Running psql as user postgres on Ubuntu 16.04, I've created database qedadmin with 3 tables: networks, devices, and settings; there's also a sequence relation networks_networkid_seq owned by networks.networkId.

I am writing a python script to run on the same server using psycopg2 which needs to execute a SELECT on the settings table. Many examples show scripts connecting as user 'postgres', and indeed this works perfectly for me. However, I suppose it's better to use a less-privileged user for this sort of thing, so I created a user qedserver with a password.

Using this new user and password and localhost in the psycopg2 connection string, I can successfully get a connection and a cursor (and if I use incorrect user or password values, the connection fails, so I know the defined user and password and the authentication from python are all working). However, all of my attempts to execute a SELECT statement on table settings are returning code 42501: permission denied for relation settings.
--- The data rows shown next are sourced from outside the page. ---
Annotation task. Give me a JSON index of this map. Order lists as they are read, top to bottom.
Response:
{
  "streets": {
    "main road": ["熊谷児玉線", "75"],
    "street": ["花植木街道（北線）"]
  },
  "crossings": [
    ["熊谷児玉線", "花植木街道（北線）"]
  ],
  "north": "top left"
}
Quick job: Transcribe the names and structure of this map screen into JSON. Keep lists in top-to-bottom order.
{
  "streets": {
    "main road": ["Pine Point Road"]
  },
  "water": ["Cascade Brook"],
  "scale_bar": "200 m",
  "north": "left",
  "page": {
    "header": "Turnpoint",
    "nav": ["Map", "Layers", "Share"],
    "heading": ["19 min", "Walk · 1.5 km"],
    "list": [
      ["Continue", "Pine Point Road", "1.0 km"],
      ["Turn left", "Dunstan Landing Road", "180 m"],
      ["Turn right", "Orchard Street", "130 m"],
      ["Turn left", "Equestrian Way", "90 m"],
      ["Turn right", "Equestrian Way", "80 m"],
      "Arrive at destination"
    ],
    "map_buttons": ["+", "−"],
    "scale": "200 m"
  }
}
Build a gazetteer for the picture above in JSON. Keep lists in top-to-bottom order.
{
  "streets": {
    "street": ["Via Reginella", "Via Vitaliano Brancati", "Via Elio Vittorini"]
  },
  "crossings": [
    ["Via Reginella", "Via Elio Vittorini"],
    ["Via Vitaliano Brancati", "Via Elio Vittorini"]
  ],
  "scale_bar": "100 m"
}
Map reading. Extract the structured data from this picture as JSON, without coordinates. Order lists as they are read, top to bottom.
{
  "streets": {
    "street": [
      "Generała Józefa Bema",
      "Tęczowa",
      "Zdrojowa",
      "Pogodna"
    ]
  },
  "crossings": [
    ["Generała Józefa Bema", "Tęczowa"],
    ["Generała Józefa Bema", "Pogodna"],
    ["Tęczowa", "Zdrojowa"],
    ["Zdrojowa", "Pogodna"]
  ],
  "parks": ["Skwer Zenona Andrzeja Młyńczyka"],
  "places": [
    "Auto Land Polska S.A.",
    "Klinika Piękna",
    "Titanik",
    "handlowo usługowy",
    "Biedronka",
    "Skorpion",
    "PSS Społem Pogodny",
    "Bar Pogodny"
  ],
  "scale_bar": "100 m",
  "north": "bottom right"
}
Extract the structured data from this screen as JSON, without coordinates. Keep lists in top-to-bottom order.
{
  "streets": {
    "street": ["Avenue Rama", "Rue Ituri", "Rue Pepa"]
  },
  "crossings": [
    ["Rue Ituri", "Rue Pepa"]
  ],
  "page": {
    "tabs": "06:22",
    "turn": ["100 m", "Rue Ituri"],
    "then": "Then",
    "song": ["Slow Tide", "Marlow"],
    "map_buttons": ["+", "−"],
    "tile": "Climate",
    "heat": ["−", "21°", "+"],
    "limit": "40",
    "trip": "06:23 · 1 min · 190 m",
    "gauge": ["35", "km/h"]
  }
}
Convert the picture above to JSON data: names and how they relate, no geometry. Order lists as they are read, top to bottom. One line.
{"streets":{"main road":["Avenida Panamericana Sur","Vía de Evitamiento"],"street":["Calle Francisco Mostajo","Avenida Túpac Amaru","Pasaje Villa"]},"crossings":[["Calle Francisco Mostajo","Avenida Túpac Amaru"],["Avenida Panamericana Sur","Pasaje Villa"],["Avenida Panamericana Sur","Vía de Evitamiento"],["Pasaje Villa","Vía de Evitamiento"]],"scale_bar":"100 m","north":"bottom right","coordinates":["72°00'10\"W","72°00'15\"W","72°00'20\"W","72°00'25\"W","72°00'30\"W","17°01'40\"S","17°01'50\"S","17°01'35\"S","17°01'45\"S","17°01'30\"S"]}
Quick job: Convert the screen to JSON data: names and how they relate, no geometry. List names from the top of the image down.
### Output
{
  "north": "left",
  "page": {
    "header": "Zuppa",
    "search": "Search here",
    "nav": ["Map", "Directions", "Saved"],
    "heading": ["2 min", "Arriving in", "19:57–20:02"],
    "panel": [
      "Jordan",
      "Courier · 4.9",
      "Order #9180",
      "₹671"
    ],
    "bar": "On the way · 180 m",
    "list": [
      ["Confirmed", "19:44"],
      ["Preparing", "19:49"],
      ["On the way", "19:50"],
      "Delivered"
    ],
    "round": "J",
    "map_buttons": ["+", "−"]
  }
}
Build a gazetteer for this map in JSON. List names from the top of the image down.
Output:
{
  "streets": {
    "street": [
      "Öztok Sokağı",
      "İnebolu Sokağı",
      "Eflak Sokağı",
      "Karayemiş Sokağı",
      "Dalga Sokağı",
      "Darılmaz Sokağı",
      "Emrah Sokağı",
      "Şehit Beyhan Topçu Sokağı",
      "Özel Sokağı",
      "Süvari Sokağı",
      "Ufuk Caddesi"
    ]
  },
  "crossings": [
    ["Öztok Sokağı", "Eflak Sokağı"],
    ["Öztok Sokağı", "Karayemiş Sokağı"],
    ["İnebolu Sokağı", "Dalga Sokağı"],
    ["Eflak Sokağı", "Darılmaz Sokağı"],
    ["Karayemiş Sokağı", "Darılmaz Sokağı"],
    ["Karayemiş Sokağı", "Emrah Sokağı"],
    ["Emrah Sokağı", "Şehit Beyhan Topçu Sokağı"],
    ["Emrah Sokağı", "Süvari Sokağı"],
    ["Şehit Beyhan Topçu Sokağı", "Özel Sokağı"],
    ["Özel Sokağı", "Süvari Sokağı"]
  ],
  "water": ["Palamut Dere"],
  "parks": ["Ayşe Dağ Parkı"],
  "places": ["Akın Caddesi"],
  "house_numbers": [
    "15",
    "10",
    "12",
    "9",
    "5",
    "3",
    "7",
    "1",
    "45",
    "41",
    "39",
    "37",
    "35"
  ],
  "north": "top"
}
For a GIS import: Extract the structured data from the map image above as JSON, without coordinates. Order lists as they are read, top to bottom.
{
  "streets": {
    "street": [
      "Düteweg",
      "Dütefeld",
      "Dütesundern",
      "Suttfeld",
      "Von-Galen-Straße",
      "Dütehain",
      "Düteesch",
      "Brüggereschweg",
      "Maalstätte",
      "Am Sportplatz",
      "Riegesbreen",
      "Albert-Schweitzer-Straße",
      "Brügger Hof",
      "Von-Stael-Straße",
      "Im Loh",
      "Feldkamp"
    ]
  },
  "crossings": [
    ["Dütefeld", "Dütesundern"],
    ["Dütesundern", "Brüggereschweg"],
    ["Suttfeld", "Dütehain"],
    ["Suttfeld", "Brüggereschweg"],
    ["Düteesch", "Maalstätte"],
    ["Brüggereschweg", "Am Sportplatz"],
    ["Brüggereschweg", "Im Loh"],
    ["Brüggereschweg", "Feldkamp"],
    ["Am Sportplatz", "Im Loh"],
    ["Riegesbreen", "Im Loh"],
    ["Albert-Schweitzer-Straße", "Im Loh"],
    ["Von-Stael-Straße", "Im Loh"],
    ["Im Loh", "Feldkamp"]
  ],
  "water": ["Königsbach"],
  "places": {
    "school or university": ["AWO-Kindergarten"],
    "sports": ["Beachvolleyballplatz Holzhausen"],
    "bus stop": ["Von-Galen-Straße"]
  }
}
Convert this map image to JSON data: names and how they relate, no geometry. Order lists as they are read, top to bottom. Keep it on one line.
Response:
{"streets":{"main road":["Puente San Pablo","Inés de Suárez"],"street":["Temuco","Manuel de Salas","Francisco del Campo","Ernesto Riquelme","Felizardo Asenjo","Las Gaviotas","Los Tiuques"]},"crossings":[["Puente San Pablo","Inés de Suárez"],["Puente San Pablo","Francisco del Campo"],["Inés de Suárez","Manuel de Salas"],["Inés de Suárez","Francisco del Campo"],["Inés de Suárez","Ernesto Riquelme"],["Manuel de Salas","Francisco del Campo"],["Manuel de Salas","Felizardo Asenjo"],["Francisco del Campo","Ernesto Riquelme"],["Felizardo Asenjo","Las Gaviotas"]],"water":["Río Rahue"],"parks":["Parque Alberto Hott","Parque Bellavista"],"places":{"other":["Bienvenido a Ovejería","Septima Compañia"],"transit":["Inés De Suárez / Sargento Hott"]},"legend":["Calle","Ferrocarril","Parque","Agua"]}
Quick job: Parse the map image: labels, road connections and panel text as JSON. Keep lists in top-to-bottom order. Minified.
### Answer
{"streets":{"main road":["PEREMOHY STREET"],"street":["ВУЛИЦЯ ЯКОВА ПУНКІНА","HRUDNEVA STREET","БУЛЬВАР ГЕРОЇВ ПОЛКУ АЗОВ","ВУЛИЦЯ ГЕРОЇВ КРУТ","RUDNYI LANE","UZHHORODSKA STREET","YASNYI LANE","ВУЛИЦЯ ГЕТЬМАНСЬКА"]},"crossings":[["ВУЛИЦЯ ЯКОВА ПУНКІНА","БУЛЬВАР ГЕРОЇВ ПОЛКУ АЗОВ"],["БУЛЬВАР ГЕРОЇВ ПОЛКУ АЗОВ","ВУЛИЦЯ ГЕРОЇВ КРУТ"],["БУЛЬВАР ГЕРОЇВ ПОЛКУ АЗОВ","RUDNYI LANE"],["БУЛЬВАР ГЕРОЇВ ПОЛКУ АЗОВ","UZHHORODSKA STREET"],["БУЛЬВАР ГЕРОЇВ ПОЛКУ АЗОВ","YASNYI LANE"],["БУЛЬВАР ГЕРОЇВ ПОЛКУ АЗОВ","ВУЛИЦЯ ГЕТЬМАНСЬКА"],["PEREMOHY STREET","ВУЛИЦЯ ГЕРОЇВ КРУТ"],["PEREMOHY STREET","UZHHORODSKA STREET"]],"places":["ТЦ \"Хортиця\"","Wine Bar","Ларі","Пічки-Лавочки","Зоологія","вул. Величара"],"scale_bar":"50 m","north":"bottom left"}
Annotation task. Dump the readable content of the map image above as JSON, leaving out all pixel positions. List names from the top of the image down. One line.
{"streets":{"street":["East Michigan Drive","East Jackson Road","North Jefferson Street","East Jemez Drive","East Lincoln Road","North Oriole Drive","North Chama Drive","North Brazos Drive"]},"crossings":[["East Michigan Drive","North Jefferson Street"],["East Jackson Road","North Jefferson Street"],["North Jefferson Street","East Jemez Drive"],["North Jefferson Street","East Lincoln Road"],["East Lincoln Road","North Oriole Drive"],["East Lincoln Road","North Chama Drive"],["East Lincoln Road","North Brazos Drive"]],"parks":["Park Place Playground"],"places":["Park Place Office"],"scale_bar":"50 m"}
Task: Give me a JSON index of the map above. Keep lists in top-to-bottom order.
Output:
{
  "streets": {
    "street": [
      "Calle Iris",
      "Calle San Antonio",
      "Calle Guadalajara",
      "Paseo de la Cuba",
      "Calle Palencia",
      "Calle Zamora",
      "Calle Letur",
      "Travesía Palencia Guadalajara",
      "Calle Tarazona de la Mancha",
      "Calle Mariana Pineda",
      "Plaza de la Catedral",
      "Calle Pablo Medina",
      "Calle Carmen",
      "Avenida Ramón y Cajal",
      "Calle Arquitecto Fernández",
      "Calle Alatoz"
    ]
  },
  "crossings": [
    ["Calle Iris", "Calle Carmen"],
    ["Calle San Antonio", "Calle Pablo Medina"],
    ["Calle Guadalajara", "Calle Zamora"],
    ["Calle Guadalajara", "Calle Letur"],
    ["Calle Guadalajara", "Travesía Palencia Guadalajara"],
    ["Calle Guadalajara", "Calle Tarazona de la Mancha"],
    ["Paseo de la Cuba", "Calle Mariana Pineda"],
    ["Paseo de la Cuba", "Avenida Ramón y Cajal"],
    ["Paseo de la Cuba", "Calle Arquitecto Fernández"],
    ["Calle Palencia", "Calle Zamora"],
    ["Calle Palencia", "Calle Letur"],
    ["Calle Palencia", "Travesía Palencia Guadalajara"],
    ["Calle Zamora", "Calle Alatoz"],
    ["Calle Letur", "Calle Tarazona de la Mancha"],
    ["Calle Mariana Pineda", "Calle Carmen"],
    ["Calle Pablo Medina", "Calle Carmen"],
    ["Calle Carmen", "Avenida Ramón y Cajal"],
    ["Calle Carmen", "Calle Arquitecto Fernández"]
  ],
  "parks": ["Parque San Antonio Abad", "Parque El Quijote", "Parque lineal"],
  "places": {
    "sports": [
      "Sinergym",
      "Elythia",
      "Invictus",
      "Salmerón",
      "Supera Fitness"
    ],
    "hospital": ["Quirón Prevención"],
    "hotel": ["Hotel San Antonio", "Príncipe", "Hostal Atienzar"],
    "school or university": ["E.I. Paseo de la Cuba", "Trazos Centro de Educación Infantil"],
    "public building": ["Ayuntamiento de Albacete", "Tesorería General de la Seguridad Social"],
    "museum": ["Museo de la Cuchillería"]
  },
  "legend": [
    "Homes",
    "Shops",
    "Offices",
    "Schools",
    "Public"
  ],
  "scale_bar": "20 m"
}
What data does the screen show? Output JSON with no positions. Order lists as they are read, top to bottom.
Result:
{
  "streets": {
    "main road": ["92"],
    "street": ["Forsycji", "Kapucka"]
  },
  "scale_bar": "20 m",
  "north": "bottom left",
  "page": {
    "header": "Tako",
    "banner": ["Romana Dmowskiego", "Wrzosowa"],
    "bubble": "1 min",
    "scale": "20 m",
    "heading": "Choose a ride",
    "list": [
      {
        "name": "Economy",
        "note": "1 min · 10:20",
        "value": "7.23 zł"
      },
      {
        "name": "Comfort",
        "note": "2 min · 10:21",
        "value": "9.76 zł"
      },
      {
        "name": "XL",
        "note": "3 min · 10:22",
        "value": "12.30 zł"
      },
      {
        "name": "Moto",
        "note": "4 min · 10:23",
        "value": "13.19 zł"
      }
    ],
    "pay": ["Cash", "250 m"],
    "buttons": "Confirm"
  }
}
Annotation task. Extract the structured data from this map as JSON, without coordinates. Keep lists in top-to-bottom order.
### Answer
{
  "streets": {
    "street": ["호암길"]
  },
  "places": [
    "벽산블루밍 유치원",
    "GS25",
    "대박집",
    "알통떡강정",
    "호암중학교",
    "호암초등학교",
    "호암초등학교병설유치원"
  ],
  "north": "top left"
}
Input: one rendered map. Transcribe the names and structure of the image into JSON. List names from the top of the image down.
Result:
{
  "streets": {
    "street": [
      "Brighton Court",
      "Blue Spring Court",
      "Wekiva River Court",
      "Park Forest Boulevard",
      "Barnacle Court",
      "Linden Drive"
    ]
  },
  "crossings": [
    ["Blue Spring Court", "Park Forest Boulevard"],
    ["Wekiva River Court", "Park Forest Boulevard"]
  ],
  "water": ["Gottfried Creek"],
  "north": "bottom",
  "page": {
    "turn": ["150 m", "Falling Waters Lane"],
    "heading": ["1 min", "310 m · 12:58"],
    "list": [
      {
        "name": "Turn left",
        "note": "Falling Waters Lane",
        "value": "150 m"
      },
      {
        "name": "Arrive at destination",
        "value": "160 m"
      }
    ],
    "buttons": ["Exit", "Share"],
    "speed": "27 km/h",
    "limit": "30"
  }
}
I initially granted user qedserver only SELECT privileges, and only on table settings:

GRANT SELECT ON settings TO qedserver;

Since that did not work, I've gradually escalated privileges to the point that now user qedserver has ALL PRIVILEGES on all 3 tables, on the sequence relation, and on the database:

GRANT ALL PRIVILEGES ON settings TO qedserver;
GRANT ALL PRIVILEGES ON devices TO qedserver;
GRANT ALL PRIVILEGES ON networks TO qedserver;
GRANT ALL PRIVILEGES ON networks_networkid_seq TO qedserver;
GRANT ALL PRIVILEGES ON DATABASE qedadmin TO qedserver;

but I am still getting "permission denied for relation settings".

To be clear, changing just the connection string in my python script from one for user postgres to one for user qedserver makes the difference between success and failure, so I am not providing python code because I think it's irrelevant (but I can do so if you think it would help).

What am I missing?

Edited to add: there is no linux user named qedserver; I don't think there needs to be but perhaps I'm wrong about that? (further edit: I just did this experiment and it made no difference.)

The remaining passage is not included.